Produced by the Washington State Historical Museum, the video documents the struggles and contributions of black pioneers during the 1960s who paved the way for the future of men such as Harold Moss, the day’s top speaker. Moss, whom Norman met while living in Washington, was the first black Tacoma city councilman, mayor and the first black Pierce County councilman.
He was among several key individuals who helped prevent further violence during the Mother’s Day Riot of 1969, when an arrest led to disturbances, Norman added. The chaos that followed escalated into an emergency situation in Tacoma and sparked a civil rights movement in the city.
“When you accept and acknowledge that you are part of the family of America,” Moss said in an earlier interview, “you are obligated to make it the best you can for everyone in the family.”
“The fact that his patience and long-suffering” allowed him to become Tacoma’s mayor, Norman said in an early Happenings on Hilltop cover story, “should be a marker to all of us that it is the ‘individual’ and not the ‘circumstances’ that determine where a person will end up in life.”
Saturday’s celebration also includes additional inspirational speeches and noteworthy readings by individuals from the past and present who helped shape the country “through an undying desire for equality.” With the help of a few friends, Norman presents a discussion on “The Significance of African Americans Here in America,” (starting around 3 p.m.).

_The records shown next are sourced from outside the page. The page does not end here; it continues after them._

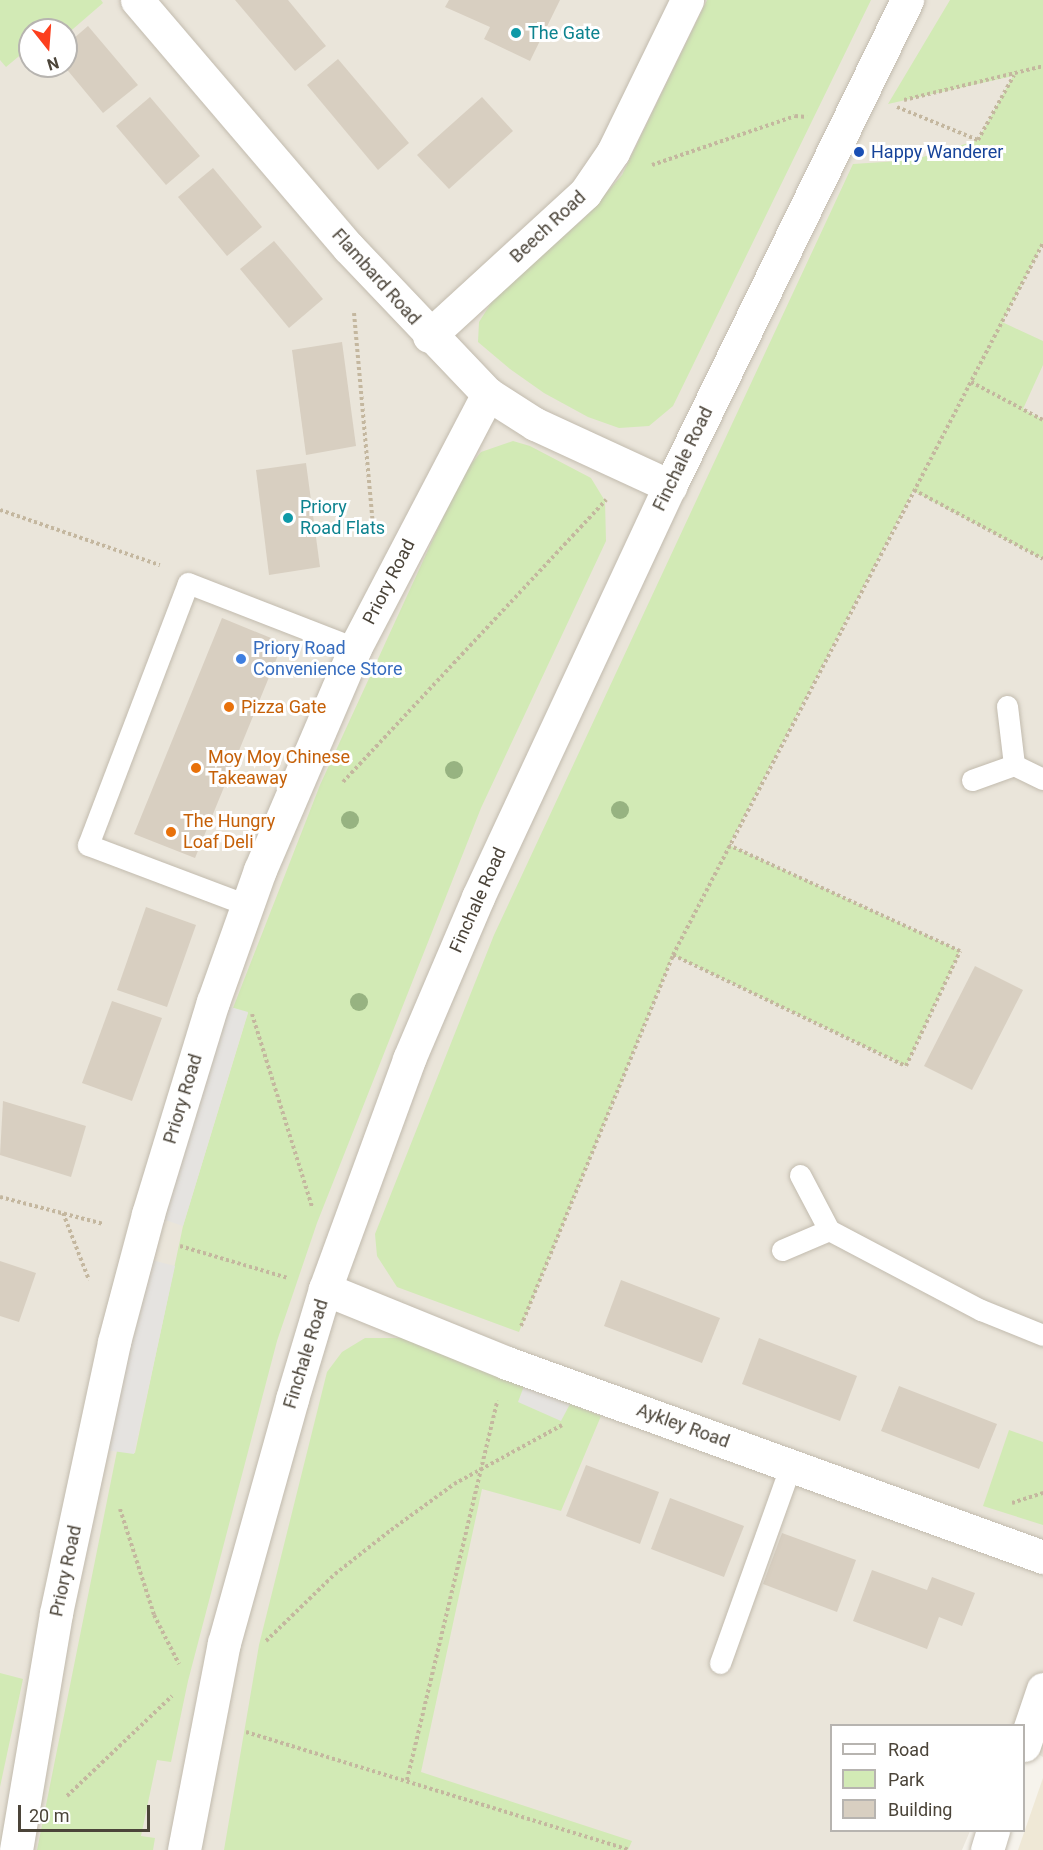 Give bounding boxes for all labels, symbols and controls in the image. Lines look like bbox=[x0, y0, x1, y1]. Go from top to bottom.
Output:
north arrow bbox=[18, 18, 78, 78]
place label: The Gate bbox=[528, 22, 600, 44]
marker: The Gate bbox=[509, 26, 523, 40]
text: N bbox=[45, 53, 61, 75]
place label: Happy Wanderer bbox=[871, 141, 1003, 163]
marker: Happy Wanderer bbox=[852, 145, 866, 159]
street label: Beech Road bbox=[506, 187, 590, 267]
street label: Flambard Road bbox=[327, 225, 425, 329]
street label: Finchale Road bbox=[649, 403, 717, 515]
place label: Priory Road Flats bbox=[300, 497, 385, 540]
marker: Priory Road Flats bbox=[281, 511, 295, 525]
street label: Priory Road bbox=[358, 536, 420, 628]
place label: Priory Road Convenience Store bbox=[253, 638, 402, 680]
marker: Priory Road Convenience Store bbox=[234, 652, 248, 666]
place label: Pizza Gate bbox=[241, 696, 326, 718]
marker: Pizza Gate bbox=[222, 700, 236, 714]
place label: Moy Moy Chinese Takeaway bbox=[208, 747, 350, 789]
marker: Moy Moy Chinese Takeaway bbox=[189, 761, 203, 775]
place label: The Hungry Loaf Deli bbox=[183, 811, 275, 854]
marker: The Hungry Loaf Deli bbox=[164, 825, 178, 839]
street label: Finchale Road bbox=[445, 844, 511, 956]
street label: Priory Road bbox=[159, 1052, 207, 1146]
street label: Finchale Road bbox=[279, 1297, 333, 1411]
street label: Aykley Road bbox=[634, 1399, 732, 1453]
street label: Priory Road bbox=[46, 1523, 86, 1619]
legend bbox=[830, 1724, 1025, 1832]
text: Road bbox=[888, 1739, 929, 1760]
text: Park bbox=[888, 1769, 924, 1790]
scale bar bbox=[21, 1793, 153, 1831]
text: Building bbox=[888, 1799, 952, 1820]
text: 20 m bbox=[29, 1805, 69, 1826] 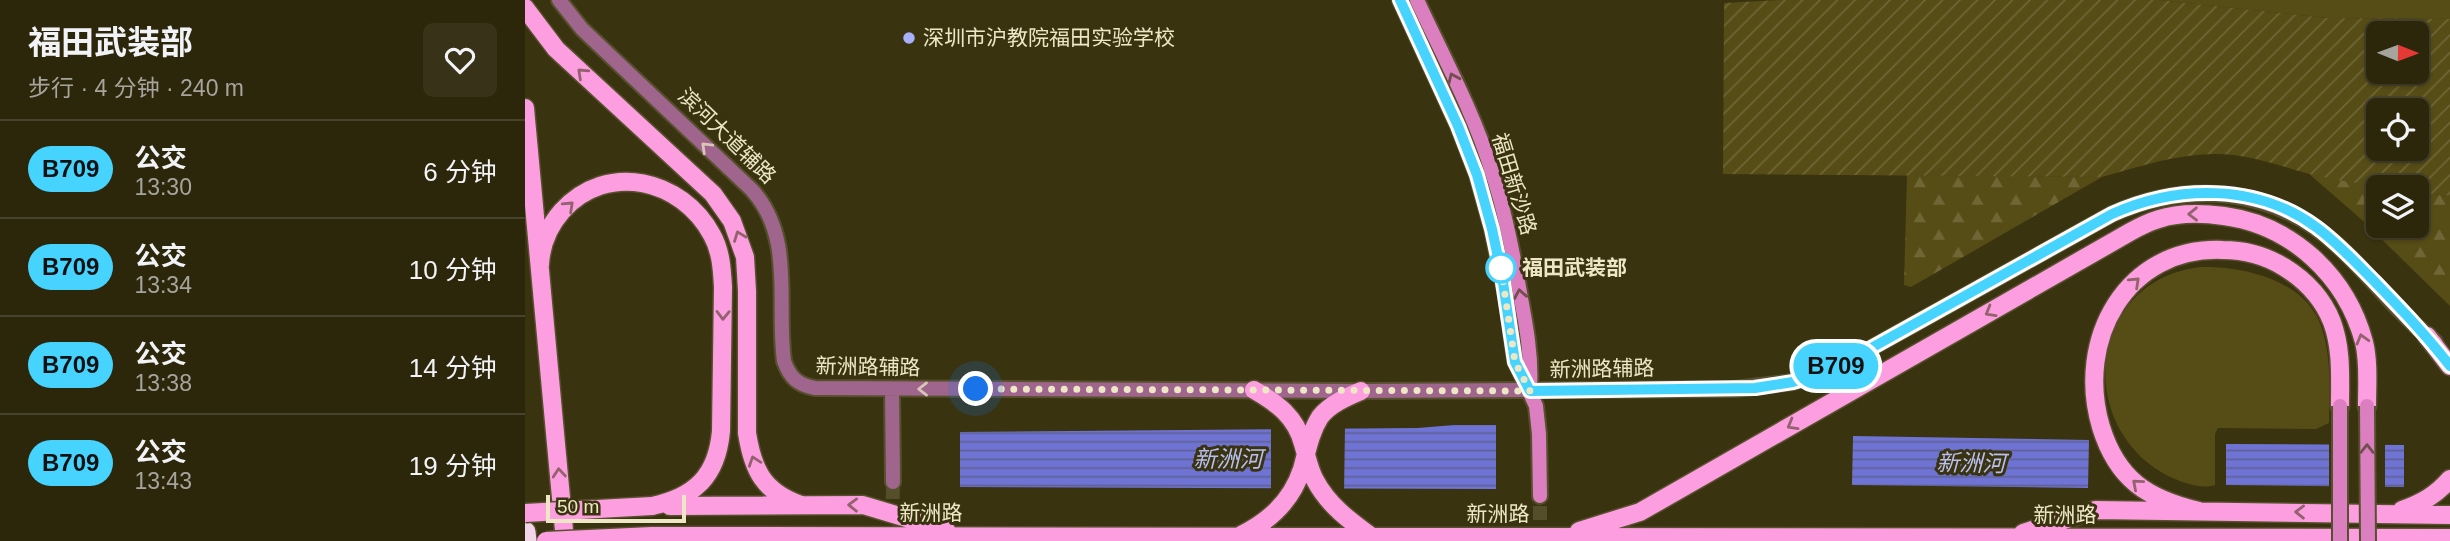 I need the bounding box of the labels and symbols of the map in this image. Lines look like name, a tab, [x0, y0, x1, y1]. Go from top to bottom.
north arrow	[2366, 21, 2429, 84]
place label: 深圳市沪教院福田实验学校	[923, 26, 1175, 49]
marker: 深圳市沪教院福田实验学校	[901, 30, 917, 46]
one-way arrow	[577, 69, 590, 82]
one-way arrow	[1447, 73, 1461, 85]
street label: 滨河大道辅路	[674, 84, 781, 188]
street label: 福田新沙路	[1488, 130, 1541, 237]
one-way arrow	[702, 143, 715, 156]
one-way arrow	[561, 202, 574, 214]
one-way arrow	[2187, 207, 2198, 222]
one-way arrow	[733, 230, 747, 242]
marker: 福田武装部	[1486, 253, 1516, 283]
place label: 福田武装部	[1522, 256, 1627, 279]
one-way arrow	[2127, 277, 2140, 290]
one-way arrow	[1513, 289, 1528, 300]
one-way arrow	[1985, 304, 1997, 317]
one-way arrow	[715, 310, 730, 321]
one-way arrow	[2355, 333, 2370, 345]
line badge: B709	[1787, 343, 1885, 389]
street label: 新洲路辅路	[815, 354, 921, 379]
street label: 新洲路辅路	[1549, 356, 1655, 381]
your location	[958, 371, 993, 406]
one-way arrow	[917, 381, 928, 397]
one-way arrow	[1787, 417, 1800, 430]
one-way arrow	[2359, 443, 2375, 454]
water label: 新洲河	[1194, 446, 1267, 472]
water label: 新洲河	[1936, 449, 2010, 477]
one-way arrow	[748, 456, 762, 468]
one-way arrow	[552, 467, 567, 478]
one-way arrow	[2132, 480, 2145, 492]
scale bar	[546, 492, 686, 524]
one-way arrow	[847, 498, 858, 513]
street label: 新洲路	[900, 501, 963, 524]
street label: 新洲路	[1467, 502, 1530, 525]
street label: 新洲路	[2034, 503, 2097, 526]
one-way arrow	[2294, 504, 2304, 520] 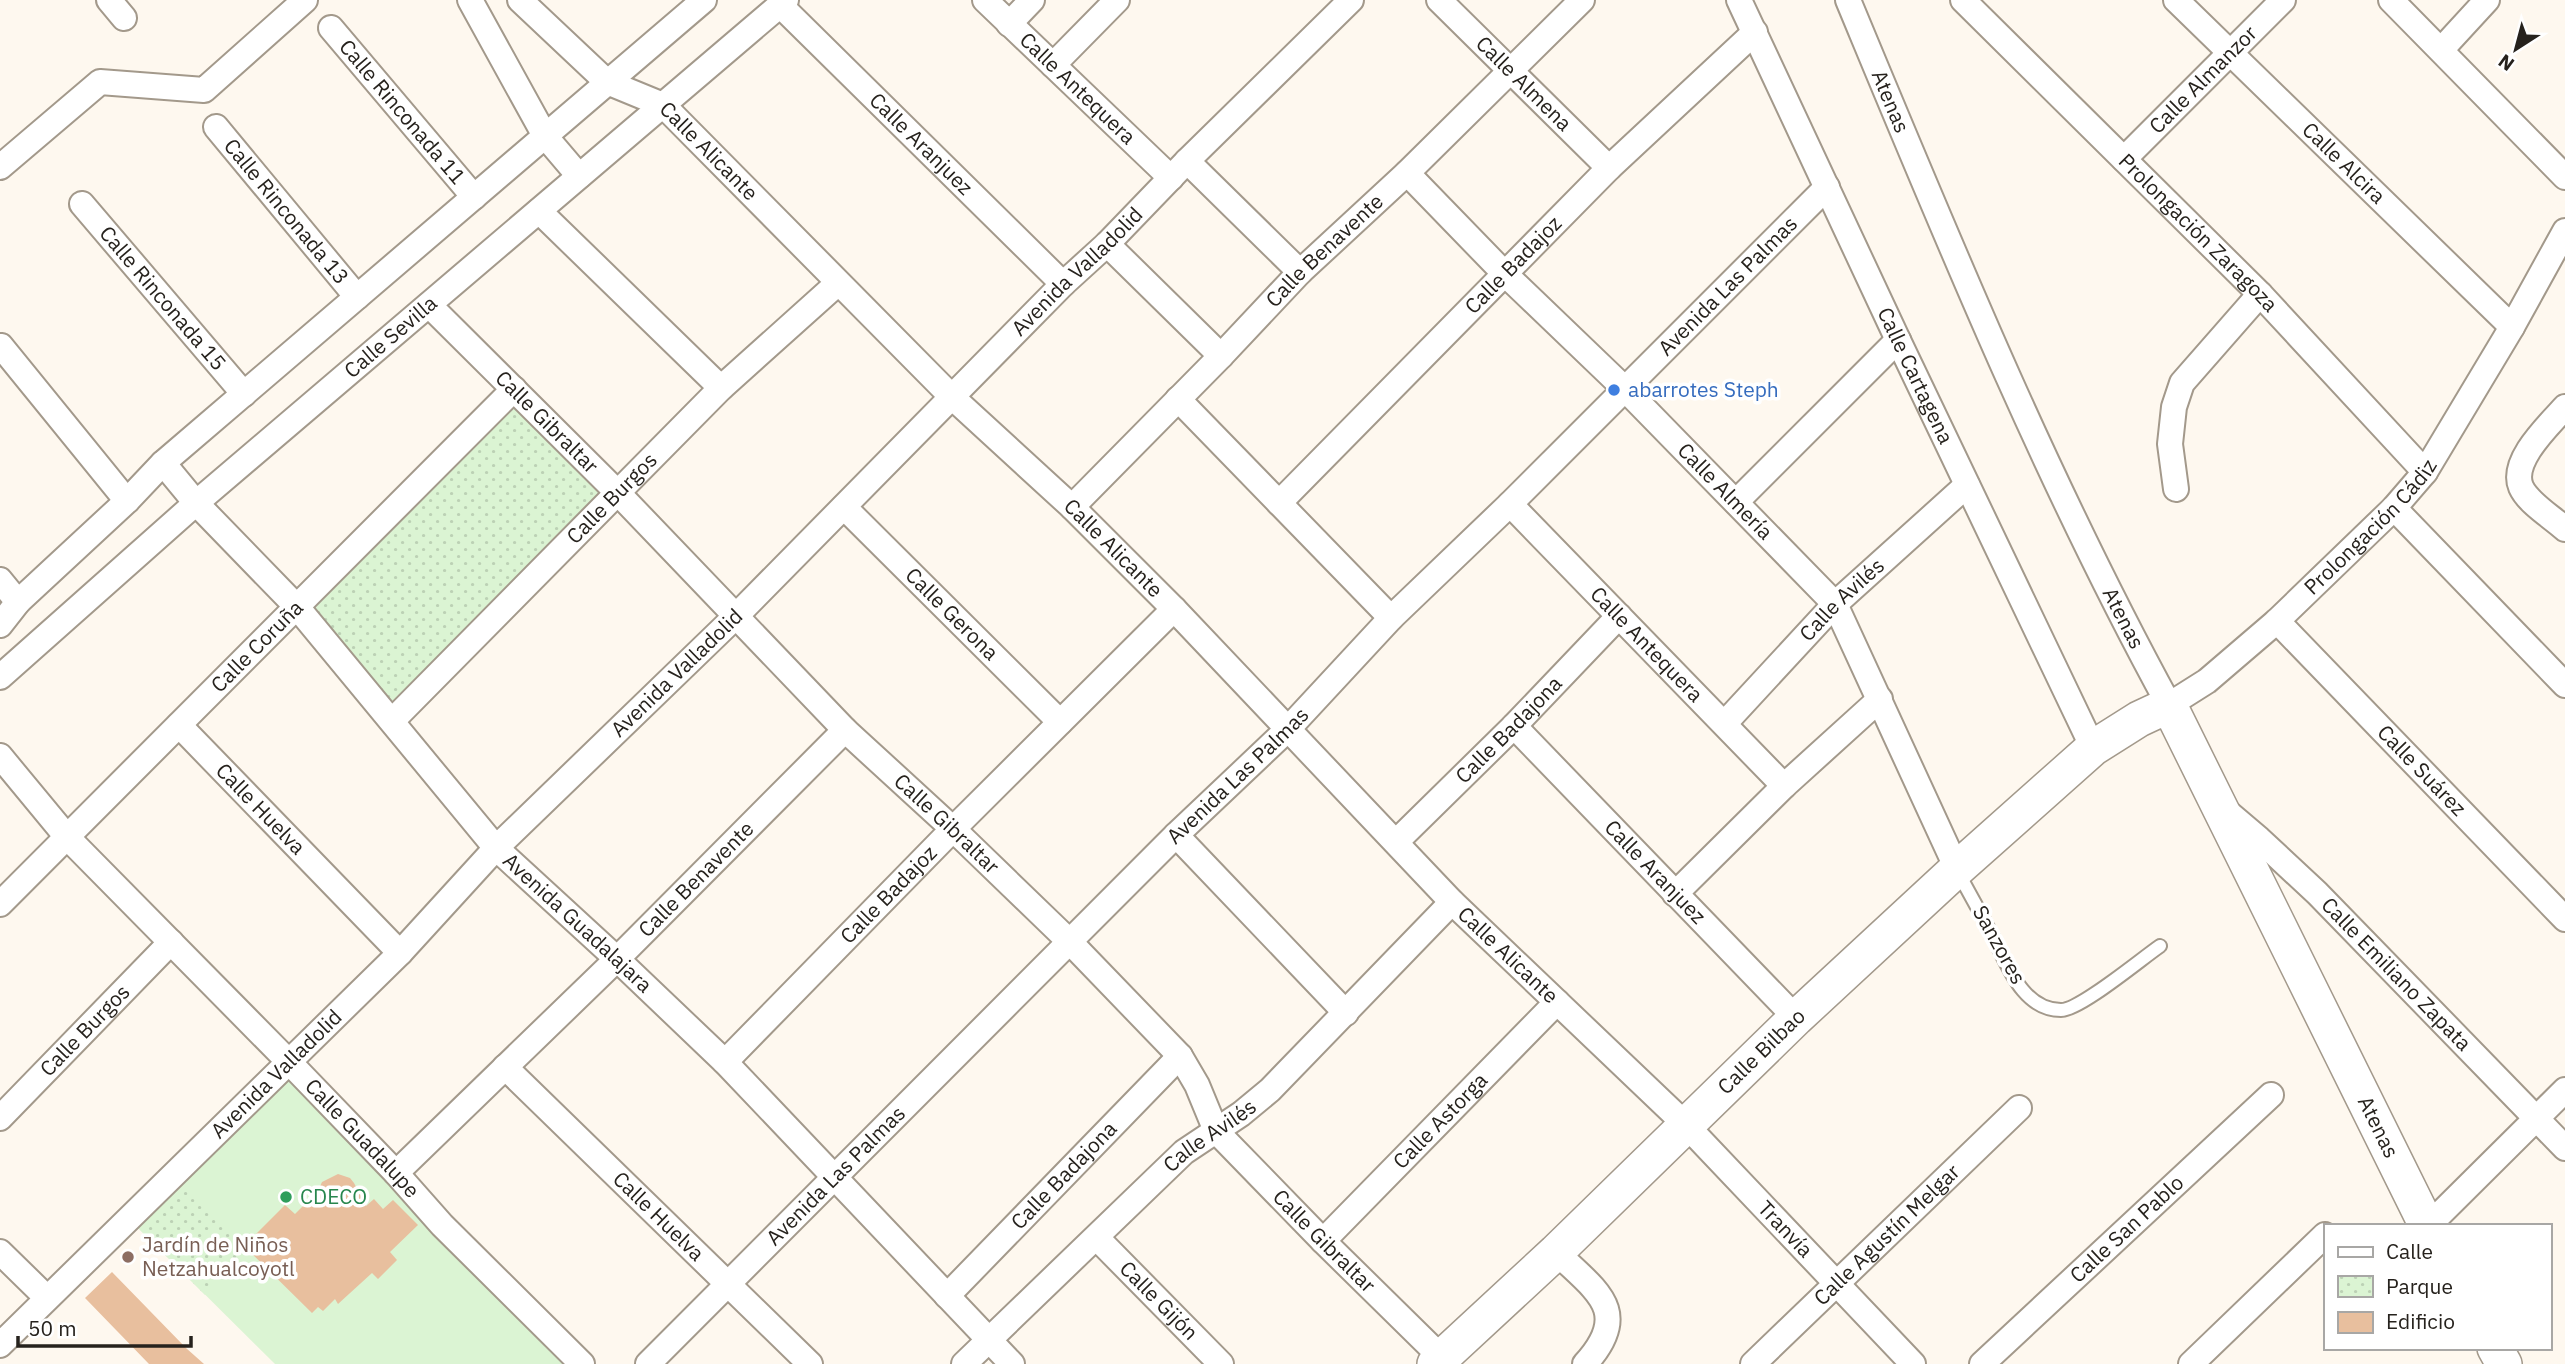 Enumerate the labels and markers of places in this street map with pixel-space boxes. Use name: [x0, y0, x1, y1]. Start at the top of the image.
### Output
place label: abarrotes Steph: [1628, 375, 1779, 403]
marker: abarrotes Steph: [1606, 382, 1622, 398]
place label: CDECO: [300, 1182, 367, 1210]
marker: CDECO: [278, 1189, 294, 1205]
place label: Jardín de Niños Netzahualcoyotl: [142, 1230, 295, 1282]
marker: Jardín de Niños Netzahualcoyotl: [120, 1249, 136, 1265]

Area students and adults will be participating in various aspects of the day, said to be a “wonderful learning opportunity” for everyone.
The event will also showcase related books and wall displays, and rounds out with a presentation on how the spiritualism of the black people inspired the gospel music of today. A special performance, Norman said, will allow the audience to hear how gospel music offers “hope, healing, and God’s promises for all people.”